The prospect of significant net reduction in headcount appears less likely now, however, as the pace of recruitment looks likely to outpace the rate of reduction. Lowth seemed comfortable with this development, stressing that recruitment is supporting growth areas for the business.

“We said that we would save gross 13,000 roles and that is indeed the productivity improvements we’re making. We said that we’d invest 6,000 new roles in security, in customer service, and in the fibre build. 

But we’ve seen opportunities to put a bit more investment in those areas and we’ve talked about scaling-up the fibre programme and the further investments we made at the beginning of the year. They will drive growth, profit growth and value into the mid- and longer-term. But they will mean that the net headcount reduction is not quite as great. And as we move forward in future guidance, we still stick to those principles of being clear on the gross reductions and the conscious investments we are making. ”

— Lowth.

Fibre progress: hurry up and wait

Following a period of frenetic speculation regarding the acceleration of full-fibre rollout across the UK, sparked by Conservative government promises of full coverage by 2025, Jansen indicated that BT is ready and raring to go, but that there is continued uncertainty as to what can be done, dependent on the political and regulatory landscape in the very near future.

BT’s results were released after confirmation of the December 2019 General Election, but before the major parties had unveiled their manifesto commitments in relation to the communications sector.
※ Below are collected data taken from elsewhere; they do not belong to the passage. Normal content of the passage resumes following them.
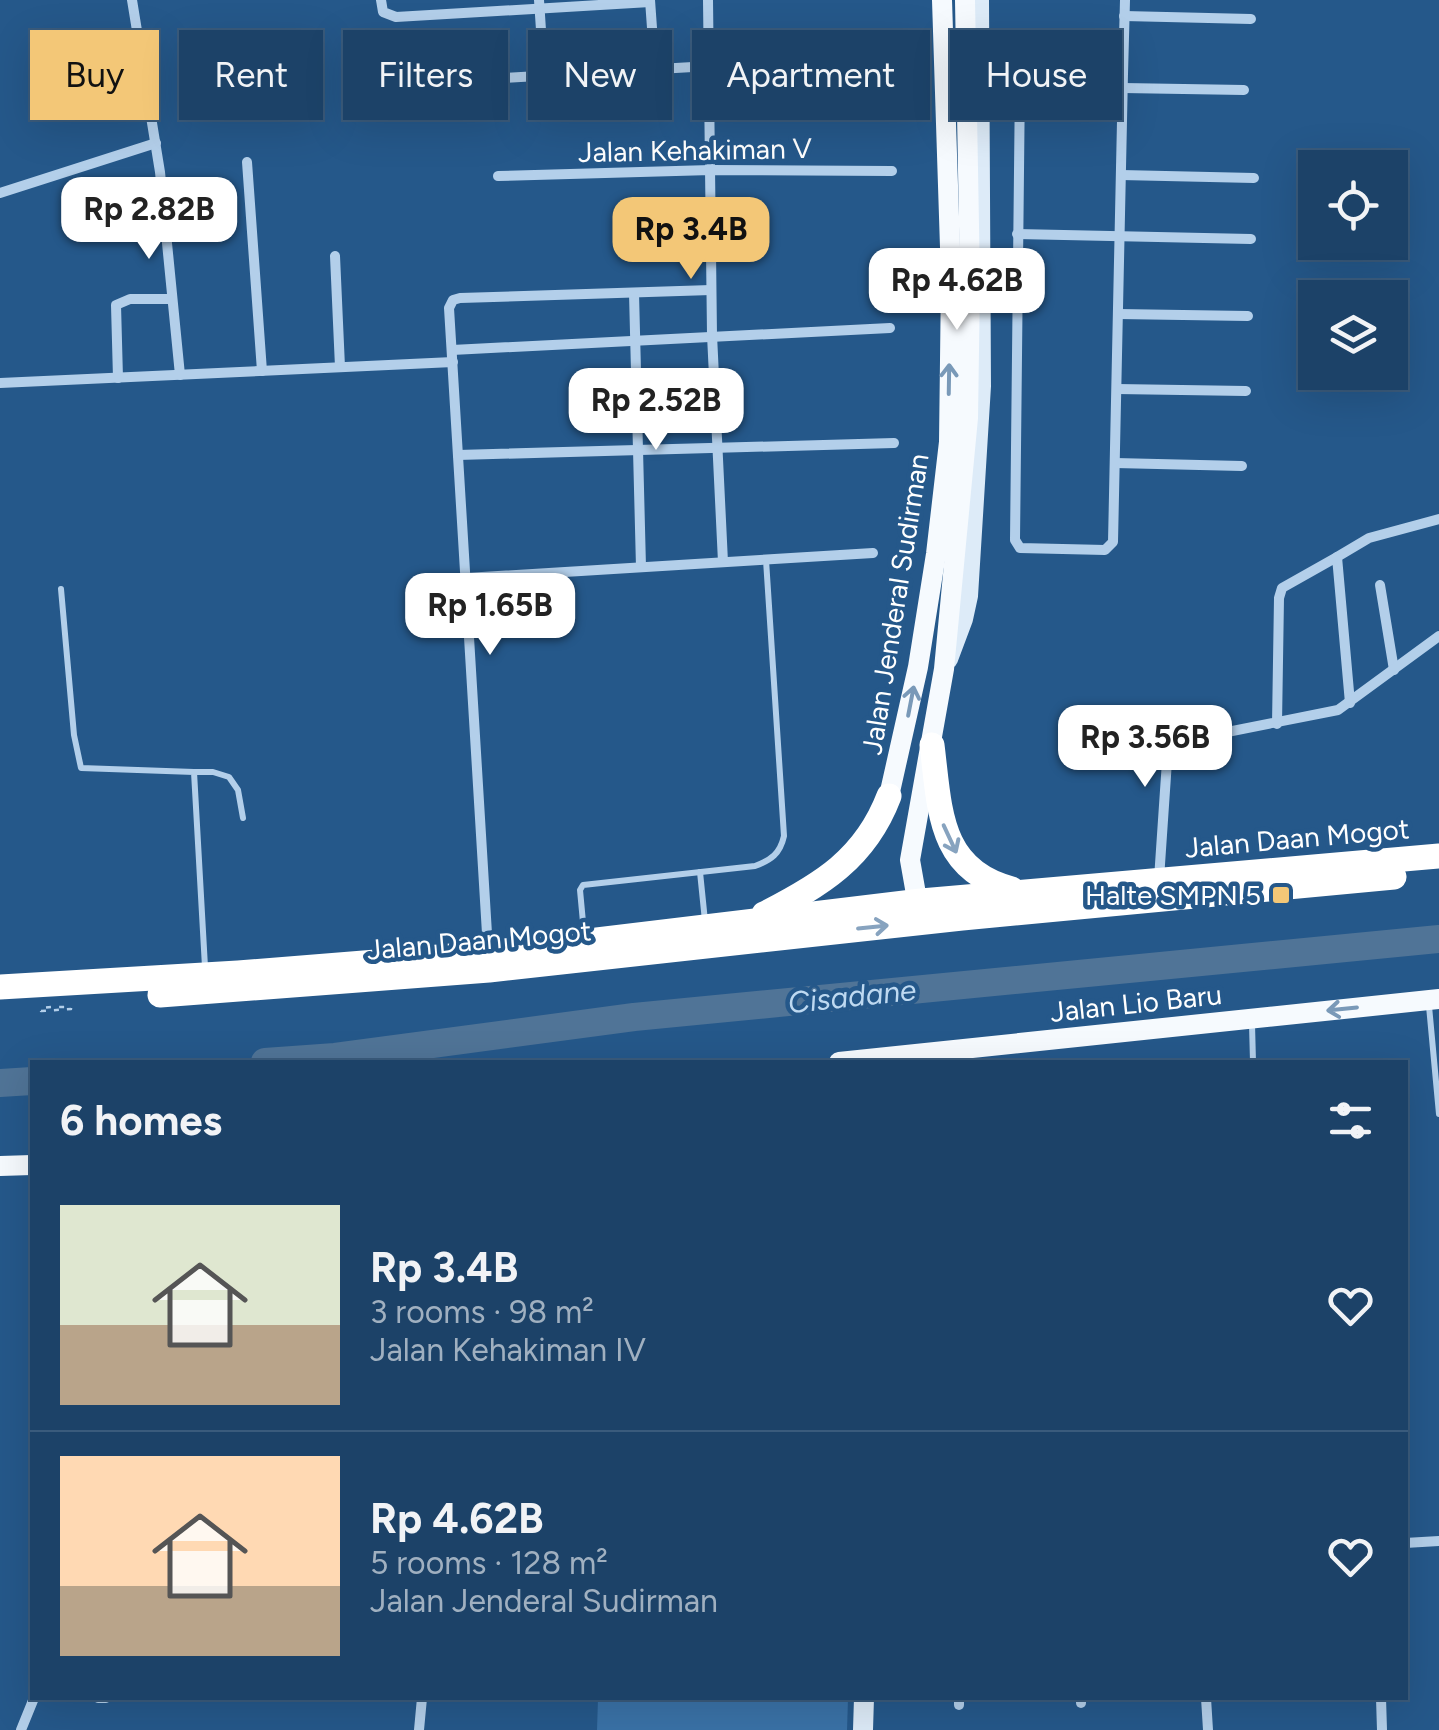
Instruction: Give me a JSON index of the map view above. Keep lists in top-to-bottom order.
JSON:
{
  "streets": {
    "highway": ["Jalan Daan Mogot"],
    "main road": ["Jalan Jenderal Sudirman", "Jalan Lio Baru"],
    "street": ["Jalan Kehakiman V"]
  },
  "crossings": [
    ["Jalan Jenderal Sudirman", "Jalan Daan Mogot"]
  ],
  "water": ["Cisadane"],
  "places": {
    "transit": ["Halte SMPN 5"]
  },
  "page": {
    "chip": [
      "Buy",
      "Rent",
      "Filters",
      "New",
      "Apartment",
      "House"
    ],
    "price": [
      "Rp 2.82B",
      "Rp 3.4B",
      "Rp 4.62B",
      "Rp 2.52B",
      "Rp 1.65B",
      "Rp 3.56B"
    ],
    "heading": "6 homes",
    "list": [
      {
        "name": "Rp 3.4B",
        "note": "3 rooms · 98 m² · Jalan Kehakiman IV"
      },
      {
        "name": "Rp 4.62B",
        "note": "5 rooms · 128 m² · Jalan Jenderal Sudirman"
      }
    ]
  }
}
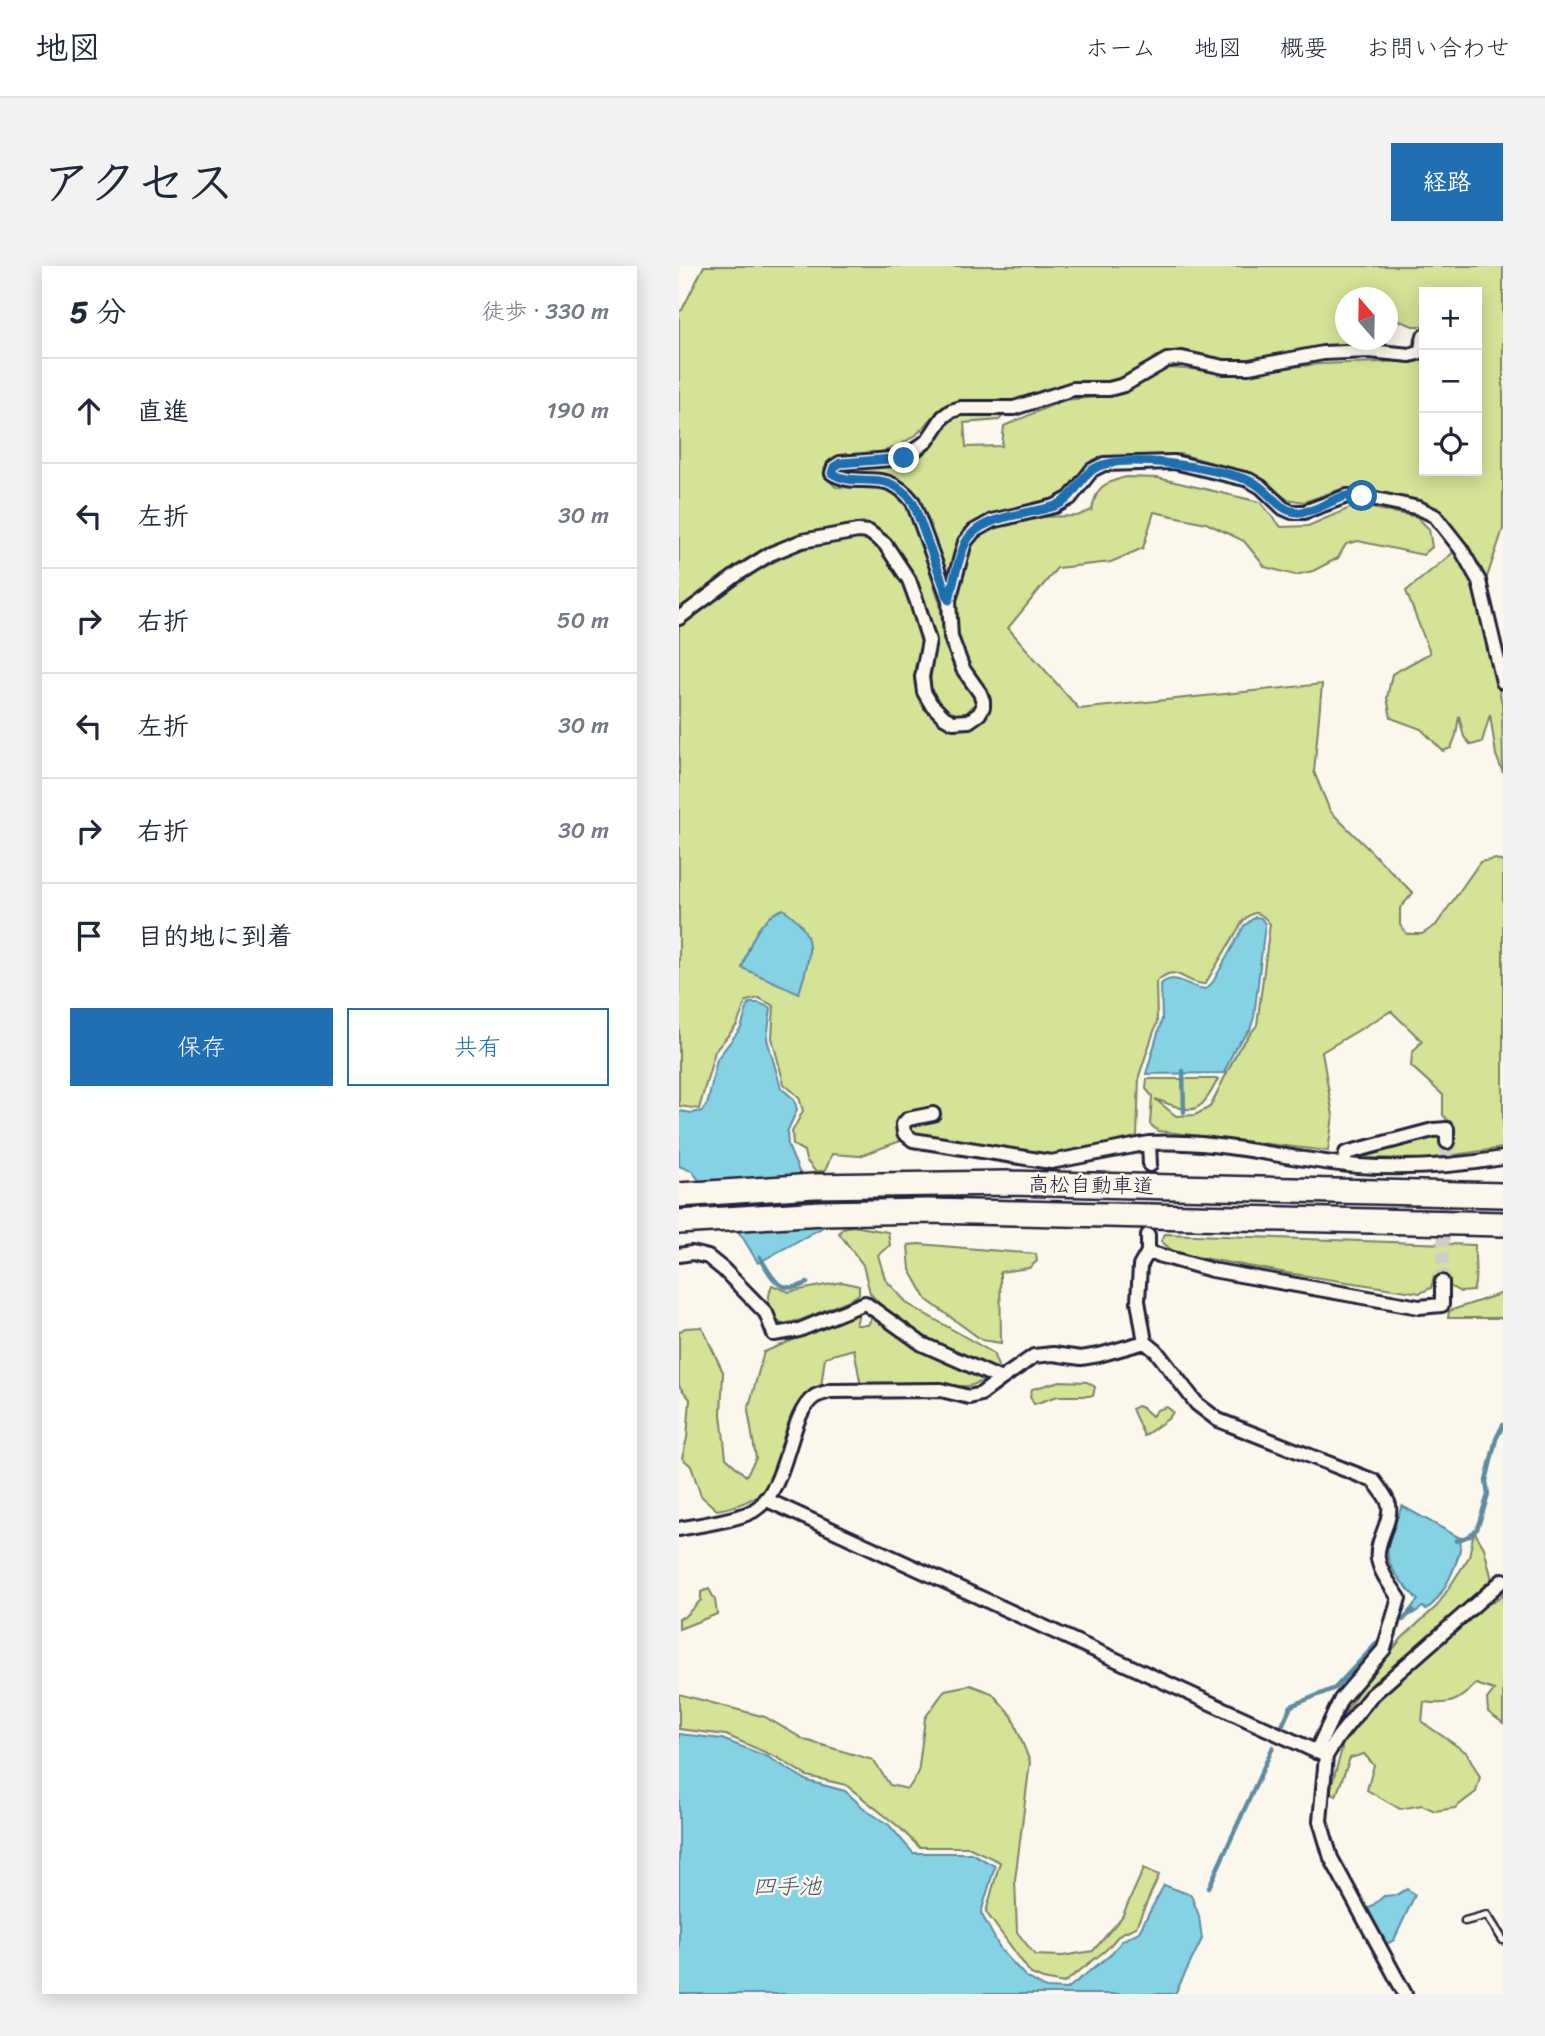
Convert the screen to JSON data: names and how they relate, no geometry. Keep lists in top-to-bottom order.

The Labour Party dropped the hand grenade of Openreach-nationalisation and free‑for‑all fibre-to-the-premises into the political arena (see separate report), but on the results call Jansen was still managing expectations on the potential for expanding coverage to ten‑to‑fifteen million premises by the mid‑2020s under BT’s existing plans.

The key message was that until the political dust settles, and regulator Ofcom unveils its proposals for the future of regulation beyond March 2021, no concrete commitments can be made.

Jansen reiterated previous assertions that the broad Ofcom market review, anticipated for publication in December 2019, will go a considerable way towards defining what will be possible, but, until that is processed by the industry, “nothing is cast in stone”. Once the draft is published, industry consensus will need to be reached to achieve a degree of certainty on the investment case for a faster rollout.

BT’s Head of Regulatory Affairs, Cathryn Ross, also stressed that “there is absolutely no doubt in my mind whatsoever” that Ofcom’s main priority is devising the framework for fixed-access. However, she also described the planned evolution as a “pivot point” for the industry, and as such is not simple to devise nor easy to implement, adding “it’s really in nobody’s interest for Ofcom to unduly rush this process”.

Whether this document will even be released by the end of 2019 could also be in doubt, with Jansen noting that “these things can be delayed”. With Ofcom currently overseen by an interim-Chief Executive in Jonathan Oxley, it may be the case that a final document will be held until there is a clearer picture on the regulator’s future leadership and the comportment of the new Parliament.